Material for the task =
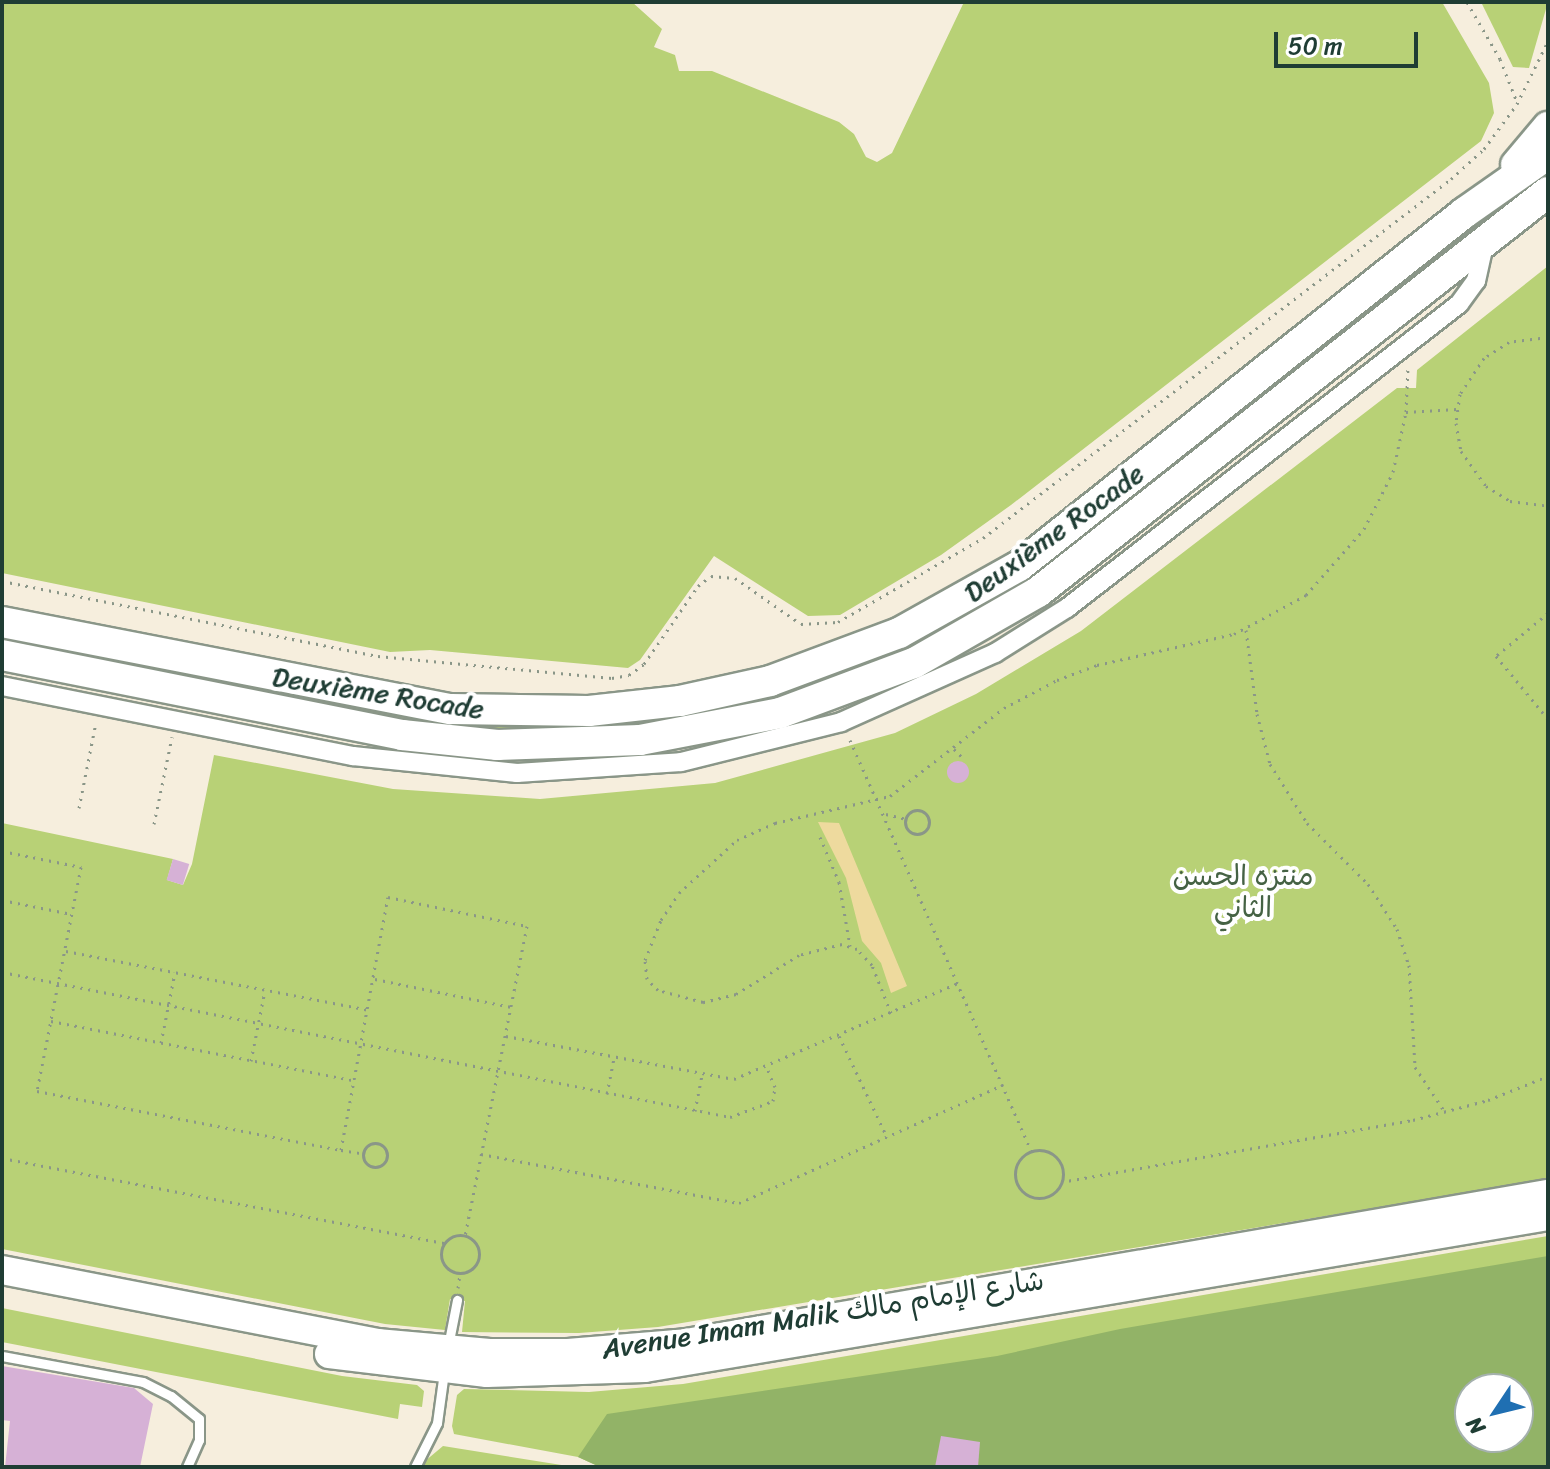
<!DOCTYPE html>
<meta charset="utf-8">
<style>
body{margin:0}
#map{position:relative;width:1550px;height:1469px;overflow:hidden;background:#f6eedd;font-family:Sriracha,"Playpen Sans Arabic",sans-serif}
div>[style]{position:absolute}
.green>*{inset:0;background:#b8d176}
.forest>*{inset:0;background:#92b367}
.sand>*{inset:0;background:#eeda9e}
.building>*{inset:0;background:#d6b1d6;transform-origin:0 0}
.round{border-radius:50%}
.path>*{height:3px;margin-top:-1.5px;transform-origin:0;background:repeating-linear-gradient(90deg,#8a9688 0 2px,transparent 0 8px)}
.path>.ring{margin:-1.5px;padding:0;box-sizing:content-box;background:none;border:3px solid #8a9688;border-radius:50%}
.roads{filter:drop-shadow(2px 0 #8a9688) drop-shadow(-2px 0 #8a9688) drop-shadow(0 2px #8a9688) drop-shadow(0 -2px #8a9688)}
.service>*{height:9px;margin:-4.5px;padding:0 4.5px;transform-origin:4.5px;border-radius:4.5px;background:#fff}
.minor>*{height:18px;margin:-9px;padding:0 9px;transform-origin:9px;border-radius:9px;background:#fff}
.primary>*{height:28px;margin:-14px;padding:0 14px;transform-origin:14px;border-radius:14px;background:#fff}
.trunk>*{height:30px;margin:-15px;padding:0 15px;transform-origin:15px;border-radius:15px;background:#fff}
span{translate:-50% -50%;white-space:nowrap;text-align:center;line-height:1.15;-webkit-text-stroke:8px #fff;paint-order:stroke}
.street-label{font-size:28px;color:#1f3d34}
.park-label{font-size:28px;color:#456244}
.frame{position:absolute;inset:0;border:4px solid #1f3d34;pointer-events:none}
.north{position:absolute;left:1454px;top:1373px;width:80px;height:80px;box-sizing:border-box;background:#fff;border:2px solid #a5b1ae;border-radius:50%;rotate:235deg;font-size:22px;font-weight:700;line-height:32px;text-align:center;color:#1f3d34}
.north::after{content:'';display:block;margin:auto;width:28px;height:36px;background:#1f6fb2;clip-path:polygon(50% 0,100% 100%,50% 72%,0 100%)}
.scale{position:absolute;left:1274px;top:32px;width:144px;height:36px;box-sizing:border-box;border:4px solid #1f3d34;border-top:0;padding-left:10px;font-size:24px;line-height:28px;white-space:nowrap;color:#1f3d34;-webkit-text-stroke:6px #fff;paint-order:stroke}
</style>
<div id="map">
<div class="green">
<div style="clip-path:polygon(2px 2px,632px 2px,662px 29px,654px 47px,675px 55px,679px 71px,712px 71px,839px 122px,854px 134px,866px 157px,877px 162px,892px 153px,964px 2px,1442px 2px,1489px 83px,1494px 113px,1481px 141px,1011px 505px,941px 555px,840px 615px,808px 616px,714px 556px,640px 660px,628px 668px,430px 650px,390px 652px,2px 573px)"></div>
<div style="clip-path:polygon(1481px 2px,1548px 2px,1529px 68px,1513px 67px)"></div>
<div style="clip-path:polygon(1548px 167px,1548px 173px,1025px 583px,925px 642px,780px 698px,627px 728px,510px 732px,432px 727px,2px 643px,2px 637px,395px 715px,472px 724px,627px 722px,779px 693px,923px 637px,1024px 579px)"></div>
<div style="clip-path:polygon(1548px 266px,1548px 1179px,658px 1327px,579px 1333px,462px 1332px,465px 1301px,450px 1299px,445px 1330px,385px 1324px,2px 1249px,2px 823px,173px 859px,167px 880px,183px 885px,192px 864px,214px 755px,393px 789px,540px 799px,715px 783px,895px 733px,976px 694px,1081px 631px,1397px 388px,1416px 388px,1417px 370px)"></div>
<div style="clip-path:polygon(evenodd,1548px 1236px,1548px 1467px,600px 1467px,578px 1457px,454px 1434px,452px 1426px,457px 1395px,464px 1389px,589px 1392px,683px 1384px,1548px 1236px,1470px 1389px,1518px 1389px,1518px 1437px,1470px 1437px,1470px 1389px)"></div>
<div style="clip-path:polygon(2px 1308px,342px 1376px,417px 1385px,424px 1391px,422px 1407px,400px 1404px,398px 1419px,2px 1342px)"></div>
<div style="clip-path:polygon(443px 1446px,574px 1467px,418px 1467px)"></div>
</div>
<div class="forest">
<div style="clip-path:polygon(evenodd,1548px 1256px,1548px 1467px,600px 1467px,578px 1457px,607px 1414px,997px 1356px,1120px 1329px,1548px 1256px,1470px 1389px,1518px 1389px,1518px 1437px,1470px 1437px,1470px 1389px)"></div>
</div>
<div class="sand">
<div style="clip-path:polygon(818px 822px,839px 823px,907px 986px,891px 993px,881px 963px,862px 941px,846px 878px)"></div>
</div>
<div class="building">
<div class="round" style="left:947px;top:761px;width:22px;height:22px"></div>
<div style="left:173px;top:859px;width:17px;height:22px;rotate:17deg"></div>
<div style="clip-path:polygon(2px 1366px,134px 1388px,153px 1404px,140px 1467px,5px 1467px,10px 1421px,2px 1420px)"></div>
<div style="clip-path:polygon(941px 1436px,980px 1442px,978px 1467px,935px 1467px)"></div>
</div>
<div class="path">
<div style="left:1467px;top:2px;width:66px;rotate:59.9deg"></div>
<div style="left:1500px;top:59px;width:46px;rotate:68.4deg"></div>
<div style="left:1548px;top:337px;width:39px;rotate:173deg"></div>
<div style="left:1509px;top:342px;width:30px;rotate:147deg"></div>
<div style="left:1484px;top:358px;width:43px;rotate:123.7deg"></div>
<div style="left:1460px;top:394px;width:29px;rotate:98deg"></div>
<div style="left:1456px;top:423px;width:28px;rotate:80deg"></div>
<div style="left:1461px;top:451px;width:43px;rotate:54.5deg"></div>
<div style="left:1486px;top:486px;width:28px;rotate:32deg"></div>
<div style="left:1510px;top:501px;width:38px;rotate:7deg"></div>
<div style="left:1406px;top:412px;width:51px;rotate:-3.4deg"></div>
<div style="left:2px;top:581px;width:383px;rotate:11.3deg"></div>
<div style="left:378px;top:656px;width:235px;rotate:5.4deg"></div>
<div style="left:612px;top:678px;width:17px;rotate:-10deg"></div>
<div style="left:629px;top:675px;width:19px;rotate:-36deg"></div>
<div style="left:644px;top:664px;width:95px;rotate:-55.3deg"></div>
<div style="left:698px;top:586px;width:16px;rotate:-38deg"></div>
<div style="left:711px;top:576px;width:24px;rotate:5deg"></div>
<div style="left:735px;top:578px;width:80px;rotate:34.9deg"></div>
<div style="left:801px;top:624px;width:37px;rotate:-3deg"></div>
<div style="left:838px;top:622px;width:168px;rotate:-30.1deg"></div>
<div style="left:983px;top:538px;width:590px;rotate:-37.49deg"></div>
<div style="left:1451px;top:179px;width:45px;rotate:-42.3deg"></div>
<div style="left:1484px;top:149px;width:56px;rotate:-53.7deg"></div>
<div style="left:1517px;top:104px;width:70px;rotate:-63.8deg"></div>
<div style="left:1548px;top:613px;width:67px;rotate:140.4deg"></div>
<div style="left:1496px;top:656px;width:82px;rotate:50.5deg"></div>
<div style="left:1246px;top:630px;width:85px;rotate:82.5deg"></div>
<div style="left:1257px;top:714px;width:52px;rotate:75.4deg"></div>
<div style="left:1270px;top:764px;width:70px;rotate:57.9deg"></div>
<div style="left:1307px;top:823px;width:86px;rotate:45deg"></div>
<div style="left:1368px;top:884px;width:54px;rotate:57.2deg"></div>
<div style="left:1397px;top:929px;width:38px;rotate:72deg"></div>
<div style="left:1409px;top:965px;width:102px;rotate:86.6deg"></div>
<div style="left:1415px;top:1067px;width:54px;rotate:56.3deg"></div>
<div style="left:850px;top:740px;width:449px;rotate:66.2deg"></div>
<div style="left:954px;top:749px;width:13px;rotate:45deg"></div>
<div style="left:79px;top:808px;width:88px;rotate:-78.8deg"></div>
<div class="ring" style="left:905px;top:810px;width:21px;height:21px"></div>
<div style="left:886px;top:814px;width:21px;rotate:14deg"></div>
<div style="left:154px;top:824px;width:89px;rotate:-78.3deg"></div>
<div style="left:820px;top:837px;width:49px;rotate:67.1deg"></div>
<div style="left:839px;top:882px;width:65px;rotate:80.2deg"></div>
<div style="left:1548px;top:839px;width:3px;rotate:90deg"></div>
<div style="left:2px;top:851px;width:81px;rotate:11.4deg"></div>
<div style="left:81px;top:867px;width:228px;rotate:101.1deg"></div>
<div style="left:37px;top:1091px;width:310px;rotate:11deg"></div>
<div style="left:341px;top:1150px;width:257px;rotate:-79.5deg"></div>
<div style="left:388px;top:897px;width:142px;rotate:11.8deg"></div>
<div style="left:527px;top:926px;width:316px;rotate:101.3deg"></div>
<div style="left:2px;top:900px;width:71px;rotate:11.3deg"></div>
<div style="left:66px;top:951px;width:309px;rotate:11deg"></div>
<div style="left:2px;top:972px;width:742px;rotate:11.26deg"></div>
<div style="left:730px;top:1117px;width:46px;rotate:-20.4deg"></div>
<div style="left:773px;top:1101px;width:14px;rotate:-82deg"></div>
<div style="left:775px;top:1087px;width:21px;rotate:-113deg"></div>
<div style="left:375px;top:979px;width:140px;rotate:11.6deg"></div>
<div style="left:891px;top:1013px;width:52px;rotate:-111.6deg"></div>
<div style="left:872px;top:965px;width:22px;rotate:-133deg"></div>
<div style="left:857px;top:949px;width:16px;rotate:-162deg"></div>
<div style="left:842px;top:944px;width:44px;rotate:165.7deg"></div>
<div style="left:799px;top:955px;width:74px;rotate:148.2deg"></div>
<div style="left:736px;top:994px;width:34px;rotate:166deg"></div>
<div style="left:703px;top:1002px;width:47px;rotate:-165.1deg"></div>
<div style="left:658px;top:990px;width:16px;rotate:-135deg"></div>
<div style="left:647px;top:979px;width:19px;rotate:-96deg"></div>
<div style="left:645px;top:960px;width:43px;rotate:-68.2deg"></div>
<div style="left:661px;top:920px;width:32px;rotate:-56deg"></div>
<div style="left:679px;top:893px;width:79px;rotate:-42.4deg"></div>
<div style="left:737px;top:840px;width:42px;rotate:-24.1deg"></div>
<div style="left:775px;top:823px;width:118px;rotate:-13.2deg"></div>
<div style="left:890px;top:796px;width:144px;rotate:-37.7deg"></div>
<div style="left:1004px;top:708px;width:60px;rotate:-27.8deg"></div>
<div style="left:1057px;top:680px;width:43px;rotate:-20.6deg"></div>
<div style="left:1097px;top:665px;width:140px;rotate:-12.8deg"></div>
<div style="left:1234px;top:634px;width:82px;rotate:-28.4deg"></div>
<div style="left:1306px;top:595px;width:88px;rotate:-48.7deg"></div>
<div style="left:1364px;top:529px;width:64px;rotate:-63deg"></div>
<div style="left:1393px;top:472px;width:61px;rotate:-77.8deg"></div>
<div style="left:1406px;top:412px;width:46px;rotate:-87.5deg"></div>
<div style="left:51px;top:1021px;width:311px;rotate:11.1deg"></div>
<div style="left:506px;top:1036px;width:232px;rotate:10.7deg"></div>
<div style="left:734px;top:1079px;width:244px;rotate:-23.2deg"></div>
<div style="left:839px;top:1036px;width:112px;rotate:64.6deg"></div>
<div style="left:161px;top:1043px;width:72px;rotate:-78.8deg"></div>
<div style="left:251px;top:1061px;width:72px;rotate:-78.8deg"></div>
<div style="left:607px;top:1094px;width:37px;rotate:-79deg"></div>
<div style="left:695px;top:1111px;width:37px;rotate:-79deg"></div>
<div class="ring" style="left:363px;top:1143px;width:21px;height:21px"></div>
<div style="left:341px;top:1150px;width:20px;rotate:9deg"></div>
<div class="ring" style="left:1015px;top:1150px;width:45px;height:45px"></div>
<div style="left:481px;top:1154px;width:263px;rotate:10.8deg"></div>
<div style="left:739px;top:1203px;width:289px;rotate:-24.1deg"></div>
<div style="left:2px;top:1158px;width:450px;rotate:10.9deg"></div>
<div style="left:1061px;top:1182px;width:357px;rotate:-10deg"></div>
<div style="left:1413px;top:1120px;width:78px;rotate:-14.9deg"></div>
<div style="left:1488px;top:1100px;width:65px;rotate:-21.8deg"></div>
<div class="ring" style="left:441px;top:1235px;width:35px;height:35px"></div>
<div style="left:458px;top:1288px;width:14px;rotate:-82deg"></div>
</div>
<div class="roads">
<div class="service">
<div style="left:448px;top:1346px;width:47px;rotate:-78.9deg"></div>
<div style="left:2px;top:1356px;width:143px;rotate:10.4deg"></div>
<div style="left:143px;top:1382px;width:31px;rotate:27deg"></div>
<div style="left:171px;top:1396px;width:36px;rotate:39deg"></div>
<div style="left:199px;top:1419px;width:21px;rotate:90deg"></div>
<div style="left:199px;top:1440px;width:30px;rotate:114deg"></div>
<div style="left:415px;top:1467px;width:49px;rotate:-63.4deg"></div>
<div style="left:437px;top:1423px;width:51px;rotate:-82.2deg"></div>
</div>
<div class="minor">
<div style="left:2px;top:686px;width:358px;rotate:11.3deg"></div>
<div style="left:353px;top:756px;width:165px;rotate:5.9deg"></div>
<div style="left:517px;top:773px;width:164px;rotate:-3.8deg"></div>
<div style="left:681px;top:762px;width:165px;rotate:-14deg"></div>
<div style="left:841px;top:722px;width:169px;rotate:-24.1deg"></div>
<div style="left:995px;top:653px;width:85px;rotate:-32deg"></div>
<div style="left:1067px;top:608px;width:496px;rotate:-37.8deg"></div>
<div style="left:1459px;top:304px;width:29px;rotate:-54deg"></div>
<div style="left:1476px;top:281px;width:42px;rotate:-77.6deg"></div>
</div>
<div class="primary">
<div style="left:2px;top:1270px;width:382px;rotate:11deg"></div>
<div style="left:377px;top:1343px;width:113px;rotate:5.1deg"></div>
<div style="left:490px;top:1353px;width:78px"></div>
<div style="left:568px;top:1353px;width:118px;rotate:-4.8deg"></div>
<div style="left:686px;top:1343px;width:875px;rotate:-9.81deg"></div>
<div style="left:329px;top:1354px;width:159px;rotate:6.9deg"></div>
<div style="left:487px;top:1373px;width:158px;rotate:-1.8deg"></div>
<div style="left:645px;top:1368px;width:916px;rotate:-9.55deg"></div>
</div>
<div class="trunk">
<div style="left:1516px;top:165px;width:50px;rotate:-49.9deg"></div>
<div style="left:2px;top:622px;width:457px;rotate:11deg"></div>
<div style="left:451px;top:709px;width:138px;rotate:0.8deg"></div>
<div style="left:589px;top:711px;width:92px;rotate:-6.3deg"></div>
<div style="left:680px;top:701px;width:92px;rotate:-12.5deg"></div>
<div style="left:770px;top:681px;width:138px;rotate:-20.4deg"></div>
<div style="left:899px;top:633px;width:137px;rotate:-29.2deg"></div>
<div style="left:1019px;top:566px;width:568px;rotate:-38.42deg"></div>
<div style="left:1464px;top:213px;width:103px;rotate:-35.1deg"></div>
<div style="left:2px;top:655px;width:408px;rotate:11.3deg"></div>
<div style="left:402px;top:735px;width:96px;rotate:6deg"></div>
<div style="left:497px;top:745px;width:143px;rotate:-2deg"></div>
<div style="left:640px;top:740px;width:143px;rotate:-10.9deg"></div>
<div style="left:780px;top:713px;width:143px;rotate:-20.5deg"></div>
<div style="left:914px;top:663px;width:143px;rotate:-29.8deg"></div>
<div style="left:1038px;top:592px;width:648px;rotate:-38.11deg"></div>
</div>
</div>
<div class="street-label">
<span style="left:1054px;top:533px;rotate:-36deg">Deuxième Rocade</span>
<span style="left:378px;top:693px;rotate:9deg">Deuxième Rocade</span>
<span style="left:823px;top:1315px;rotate:-9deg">Avenue Imam Malik شارع الإمام مالك</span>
</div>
<div class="park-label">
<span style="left:1243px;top:892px">منتزه الحسن<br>الثاني</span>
</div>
<div class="frame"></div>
<div class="north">N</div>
<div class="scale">50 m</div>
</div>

About this exercise = The answer must be an exact copy of the lines above, from the start of the records through the line with "0 #8a9688) drop-shadow(-2px", and of nothing else; no pictures belong in it.

Your response =
<!DOCTYPE html>
<meta charset="utf-8">
<style>
body{margin:0}
#map{position:relative;width:1550px;height:1469px;overflow:hidden;background:#f6eedd;font-family:Sriracha,"Playpen Sans Arabic",sans-serif}
div>[style]{position:absolute}
.green>*{inset:0;background:#b8d176}
.forest>*{inset:0;background:#92b367}
.sand>*{inset:0;background:#eeda9e}
.building>*{inset:0;background:#d6b1d6;transform-origin:0 0}
.round{border-radius:50%}
.path>*{height:3px;margin-top:-1.5px;transform-origin:0;background:repeating-linear-gradient(90deg,#8a9688 0 2px,transparent 0 8px)}
.path>.ring{margin:-1.5px;padding:0;box-sizing:content-box;background:none;border:3px solid #8a9688;border-radius:50%}
.roads{filter:drop-shadow(2px 0 #8a9688) drop-shadow(-2px 0 #8a9688) drop-shadow(0 2px #8a9688) drop-shadow(0 -2px #8a9688)}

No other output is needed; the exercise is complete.